That splitting head ache from those sleepless nights is relentless, and your arms are killing you from rocking that baby to sleep. You want to take the ibuprofen, but you are scared that some relief for you will have side effects for your baby.
Continue reading to learn about ibuprofen and breastfeeding (as well as some of the other commonly used OTC pain medications).
Are you Struggling? Get some positive vibes from Breastfeeding Quotes for Tough Days.
What is Ibuprofen
Tylenol, another popular pain killer is the brand name for the drug Acetaminophen.
Comparing the terminology can be a bit confusing, but let me break it down for you. Acetaminophen and Ibuprofen are active ingredients within the drug that stimulate pain relief. Tylenol and Ibuprofen are brand names.
Yes that’s correct, Ibuprofen is listed TWICE. That is because the medication’s name is the active ingredient and the brand name.
Ibuprofen is a non-steroidal anti-inflammatory drug (NSAID) which can reduce the sensation of pain and reduce fever. Acetaminophen is a pain reliever and fever reducer as well, but does not work as an anti-inflammatory substance.
There is an ongoing debate in regard to which works best for relieving pain. It is more a question of personal preference. However, many would choose ibuprofen because it targets the inflammation as well.
Is Ibuprofen safe while breastfeeding
The short answer is, YES.
There are multiple studies that show there is no harm to the breastfeeding child.

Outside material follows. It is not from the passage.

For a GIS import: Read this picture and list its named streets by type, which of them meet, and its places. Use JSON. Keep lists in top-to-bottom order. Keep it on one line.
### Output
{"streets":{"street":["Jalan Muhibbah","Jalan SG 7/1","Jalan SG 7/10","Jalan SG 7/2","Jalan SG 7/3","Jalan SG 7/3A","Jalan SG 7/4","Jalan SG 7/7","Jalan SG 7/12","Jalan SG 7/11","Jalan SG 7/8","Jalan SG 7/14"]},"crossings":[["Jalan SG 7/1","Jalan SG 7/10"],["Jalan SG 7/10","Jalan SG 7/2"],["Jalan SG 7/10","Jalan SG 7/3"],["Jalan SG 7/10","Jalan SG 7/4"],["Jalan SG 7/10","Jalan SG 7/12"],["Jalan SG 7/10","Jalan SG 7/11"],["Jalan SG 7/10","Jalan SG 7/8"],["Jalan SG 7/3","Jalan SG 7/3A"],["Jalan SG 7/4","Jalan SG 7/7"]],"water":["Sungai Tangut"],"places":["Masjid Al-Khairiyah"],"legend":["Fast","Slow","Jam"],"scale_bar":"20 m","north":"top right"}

Reason being, very little of the medication passes through the breast milk.
1984 study found that for every 400mg of medication taken, only 1mg passes through to the breast milk. As a comparison, infant strength ibuprofen is 50mg.

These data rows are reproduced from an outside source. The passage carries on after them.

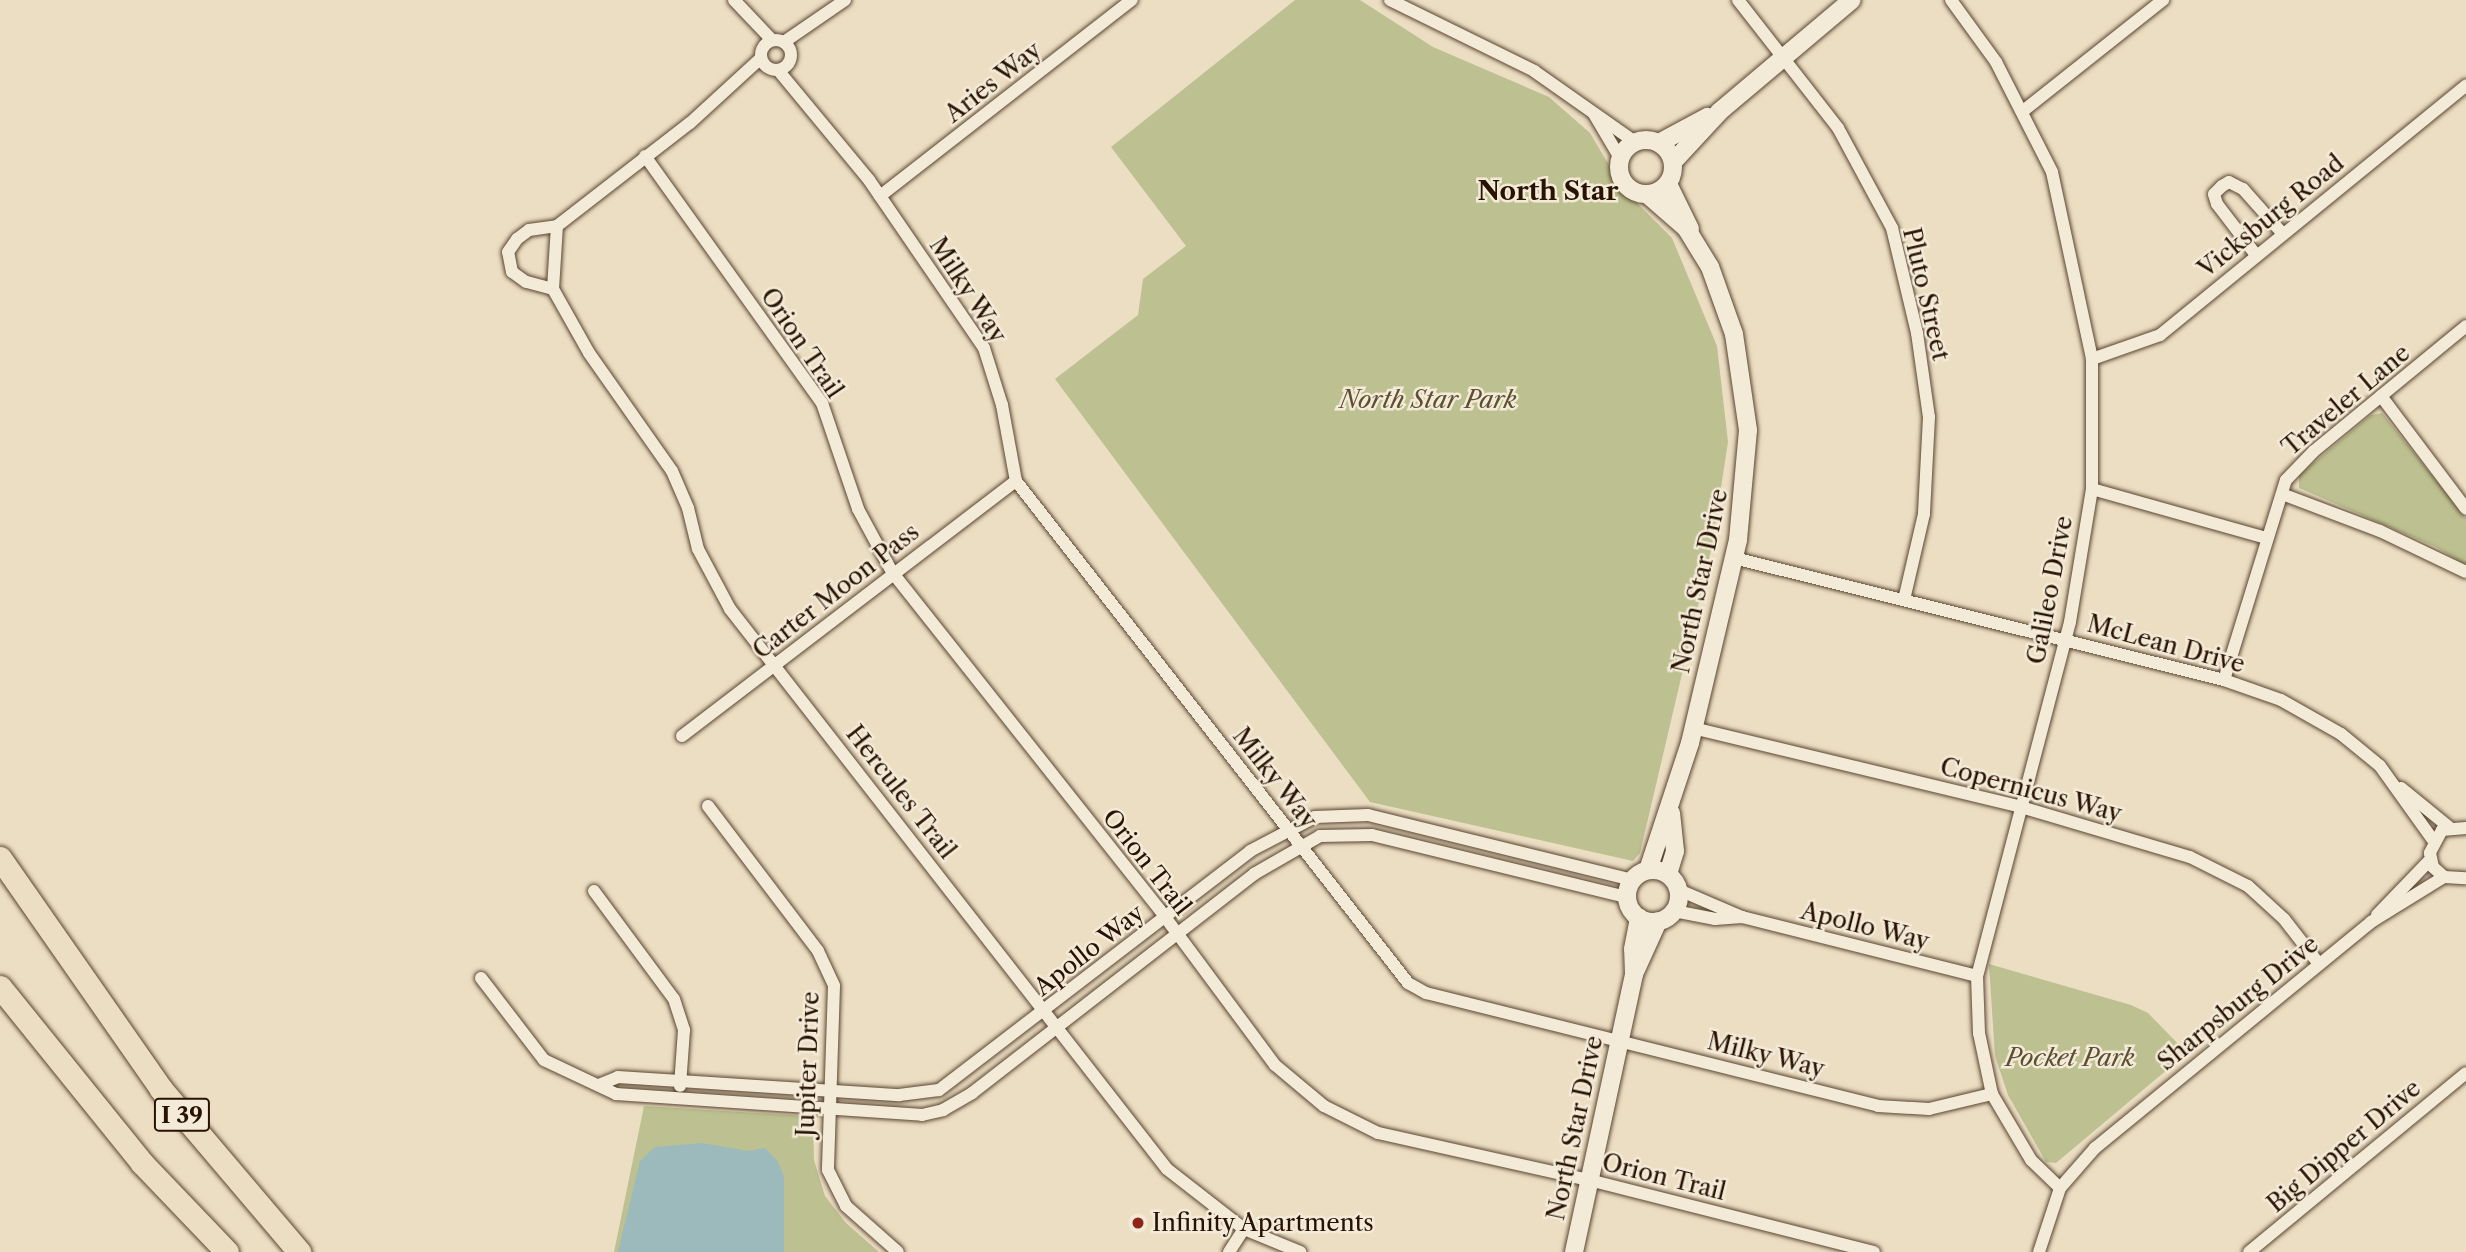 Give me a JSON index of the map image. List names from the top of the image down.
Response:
{
  "streets": {
    "highway": ["I 39"],
    "street": [
      "Aries Way",
      "Vicksburg Road",
      "Milky Way",
      "Pluto Street",
      "Orion Trail",
      "Traveler Lane",
      "North Star Drive",
      "Galileo Drive",
      "Carter Moon Pass",
      "McLean Drive",
      "Copernicus Way",
      "Hercules Trail",
      "Apollo Way",
      "Sharpsburg Drive",
      "Jupiter Drive",
      "Big Dipper Drive"
    ]
  },
  "crossings": [
    ["Aries Way", "Milky Way"],
    ["Vicksburg Road", "Galileo Drive"],
    ["Milky Way", "North Star Drive"],
    ["Milky Way", "Galileo Drive"],
    ["Milky Way", "Carter Moon Pass"],
    ["Milky Way", "Apollo Way"],
    ["Pluto Street", "McLean Drive"],
    ["Orion Trail", "North Star Drive"],
    ["Orion Trail", "Carter Moon Pass"],
    ["Orion Trail", "Apollo Way"],
    ["Traveler Lane", "McLean Drive"],
    ["North Star Drive", "McLean Drive"],
    ["North Star Drive", "Copernicus Way"],
    ["North Star Drive", "Apollo Way"],
    ["Galileo Drive", "McLean Drive"],
    ["Galileo Drive", "Copernicus Way"],
    ["Galileo Drive", "Apollo Way"],
    ["Galileo Drive", "Sharpsburg Drive"],
    ["Carter Moon Pass", "Hercules Trail"],
    ["Copernicus Way", "Sharpsburg Drive"],
    ["Hercules Trail", "Apollo Way"],
    ["Apollo Way", "Jupiter Drive"]
  ],
  "districts": ["North Star"],
  "parks": ["North Star Park", "Pocket Park"],
  "places": ["Infinity Apartments"]
}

If you are concerned about your baby ingesting some medication, you can keep in mind the time frame in which you breastfeed. The drug will peak in mother’s breast milk around 1-2 hours later (just like caffeine), and then taper down.
Considering breastfeeding just before or after taking the medication and then possibly 3 hours later. (Keep in mind that spacing out feeding due to taking ibuprofen is not necessary). You could also choose to pump ahead a head of time and feed baby with bottle to avoid transferring some of the medication to baby.
Do not take Ibuprofen if…
People experiencing stomach ulcers or asthma though, should not take ibuprofen as it can cause life threatening conditions. Ibuprofen can irritate an existing stomach ulcer and can tighten the airways of someone with asthma. The condition called bronchospasm.

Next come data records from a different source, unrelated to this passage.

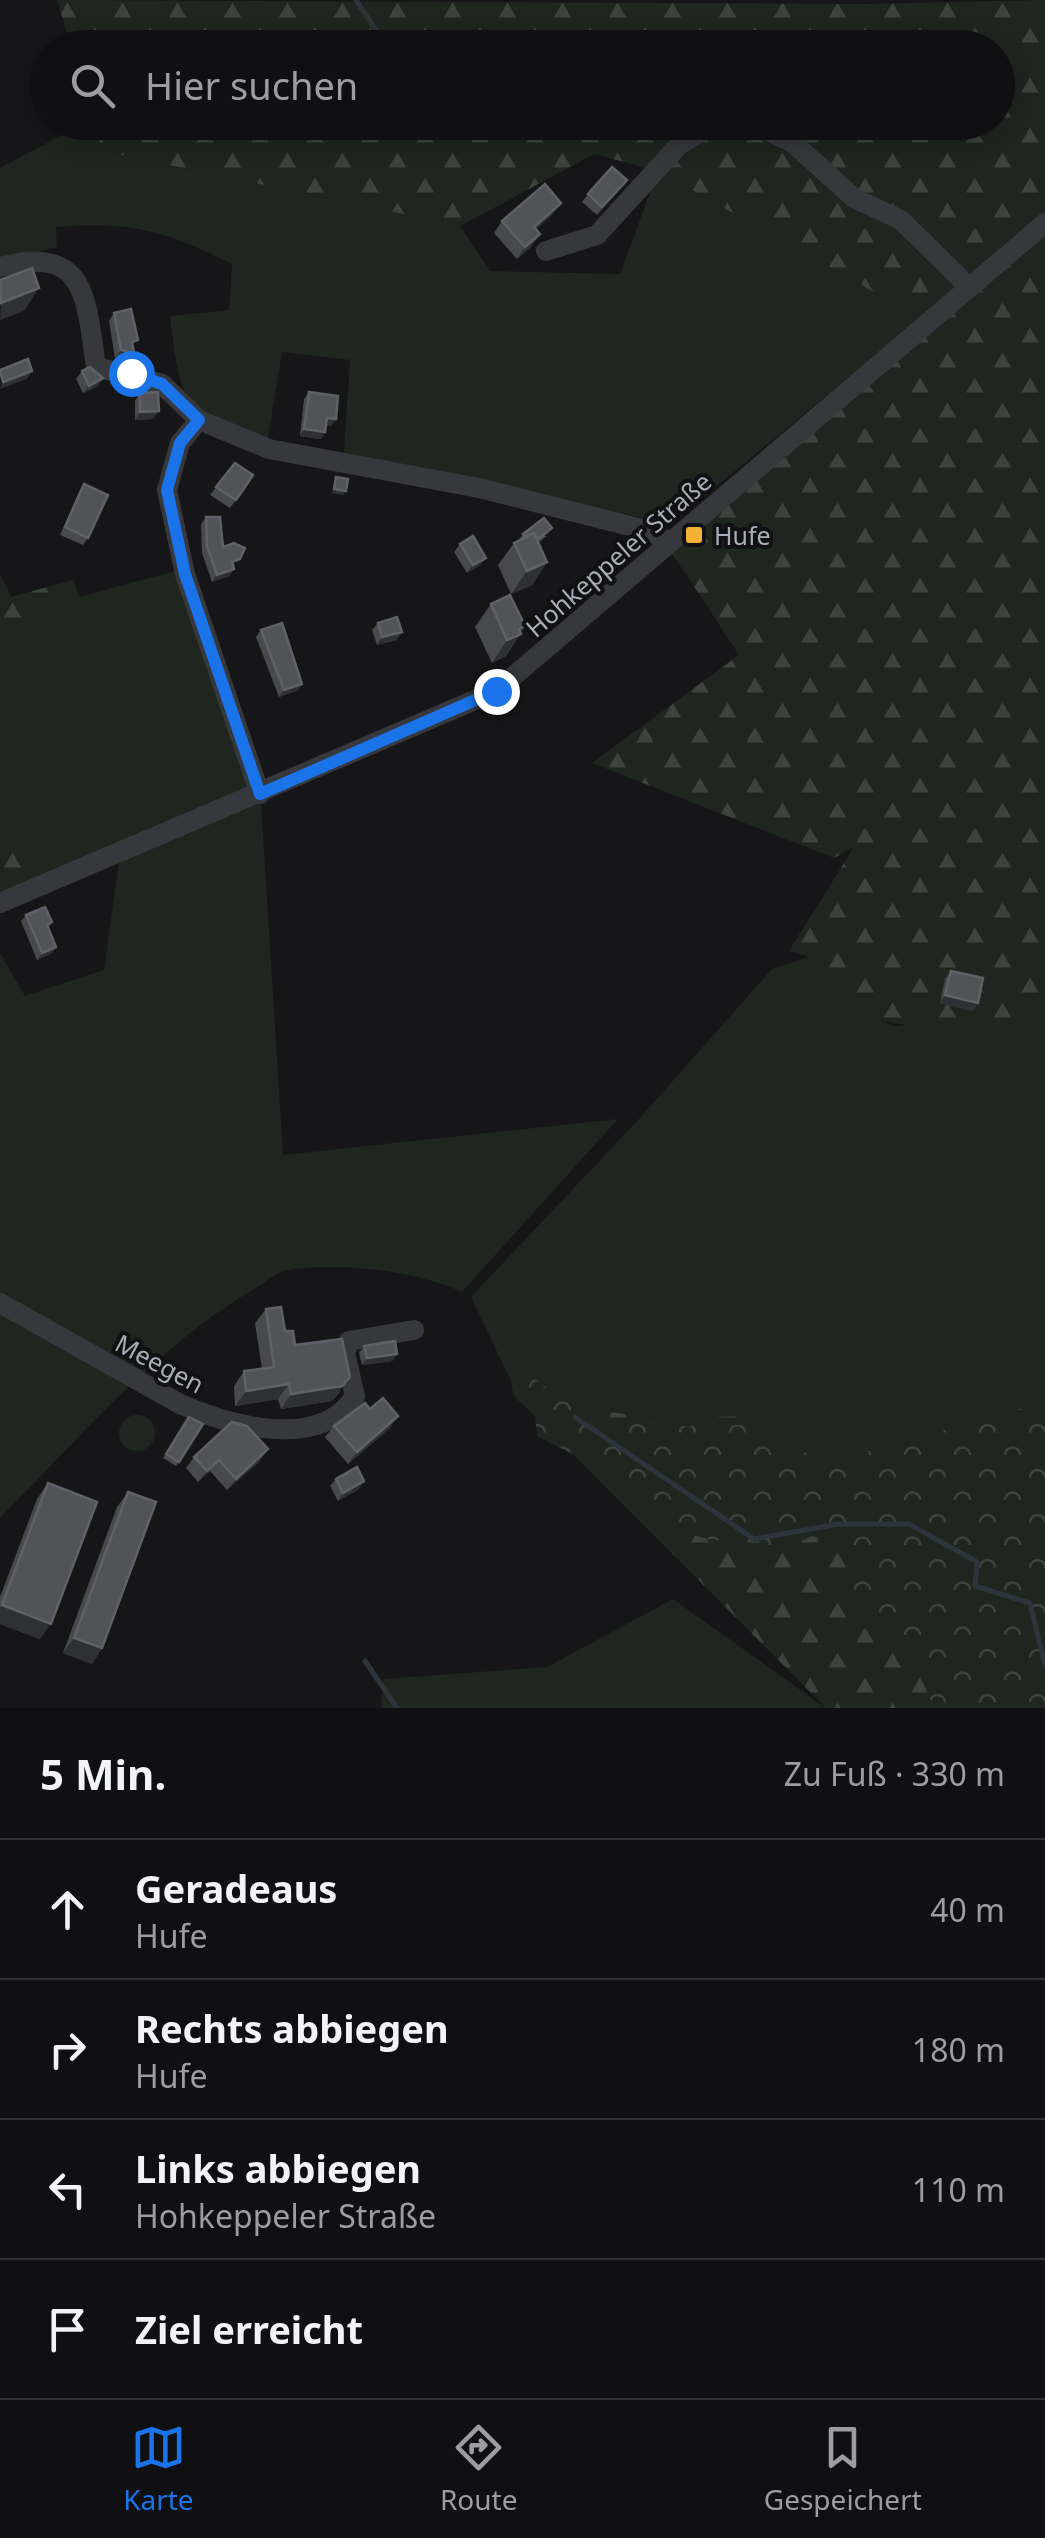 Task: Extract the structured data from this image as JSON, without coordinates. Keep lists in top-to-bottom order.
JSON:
{
  "streets": {
    "street": ["Hohkeppeler Straße", "Meegen"]
  },
  "places": {
    "transit": ["Hufe"]
  },
  "page": {
    "search": "Hier suchen",
    "heading": ["5 Min.", "Zu Fuß · 330 m"],
    "list": [
      ["Geradeaus", "Hufe", "40 m"],
      ["Rechts abbiegen", "Hufe", "180 m"],
      ["Links abbiegen", "Hohkeppeler Straße", "110 m"],
      "Ziel erreicht"
    ],
    "nav": ["Karte", "Route", "Gespeichert"]
  }
}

What dosage can I take while breastfeeding?
Studies show that the prescribed max dosage is safe to take for a breastfeeding mother. That is 400mg every 4 hours and no more than 1,200mg in one day. Reach out to your health care provider if you take the medication for longer than 10 days.
Mother’s are recommended to avoid medication in general while breastfeeding. So although there are no signs of harm on baby, if your symptoms can be managed with a smaller dosage, you should reduce the amount of ibuprofen (or other pain relievers) you are taking.
I always think its confusing to be told a medication is not dangerous for our children, BUT avoid it anyways. I mean- make your mind up! Ultimately, because all children are different, I think the message is that we need to keep mind that some babies have a more sensitive system. Therefore, some babies could experience mild symptoms from medication in your breast milk.
A 1993 study of 838 breastfeeding women, 11% of women reported their babies experiencing one of the following mild symptoms from common medication: Antibiotics caused diarrhea; analgesics (pain relievers like ibuprofen) or narcotics caused drowsiness; antihistamines caused irritability; and sedatives, antidepressants, or anti epileptics caused drowsiness.
Other pain relievers and breastfeeding
Its easy to think that all OTC pain relievers are the same, but each brand is a different cocktail of ingredients, so always check the specifications of the product before using it.
The three main OTC pain medications in the USA are:
- acetaminophen (Tylenol)
- ibuprofen (Advil, Motrin, Proprinal)
- naproxen (Aleve, Midol, Flanax), for short-term use only
So we have talked about Tylenol and Ibuprofen, both of which are safe for breastfeeding mothers, so what about Naproxen? This drug is a NSAID just like Ibuprofen BUT manages pain for longer stretches of time. Also, while ibuprofen can be given to babies as young as 6 months, Naproxen is only safe for children 12 years and up, making it a less desirable alternative for mothers that are breastfeeding.
Unfortunately, there is inadequate research on naproxen relating to breastfeeding. However, what we know about ibuprofen and some of its similarities to naproxen, mother can take it at no harm to baby. (source)
Naproxen will manage pain better for longer periods of time, and is common for people with chronic pain. If you are using this drug long term, consult your doctor on how to proceed.
Due to the benefits of breastfeeding for mother and baby, its best to choose an alternative method / drug for managing pain before choosing not to breastfeed. Also, if you have a healthy, born to term baby, its possible that you can continue with Naproxen long term as long as you look out for any possible side effects for your baby. (consult with doctor first).
Don’t be in pain
Taking ibuprofen while breastfeeding is safe despite a small amount of the drug entering mother’s breast milk. Because the amount is already 50x less than what infant ibuprofen suggests, ingesting it through breast milk is not harmful.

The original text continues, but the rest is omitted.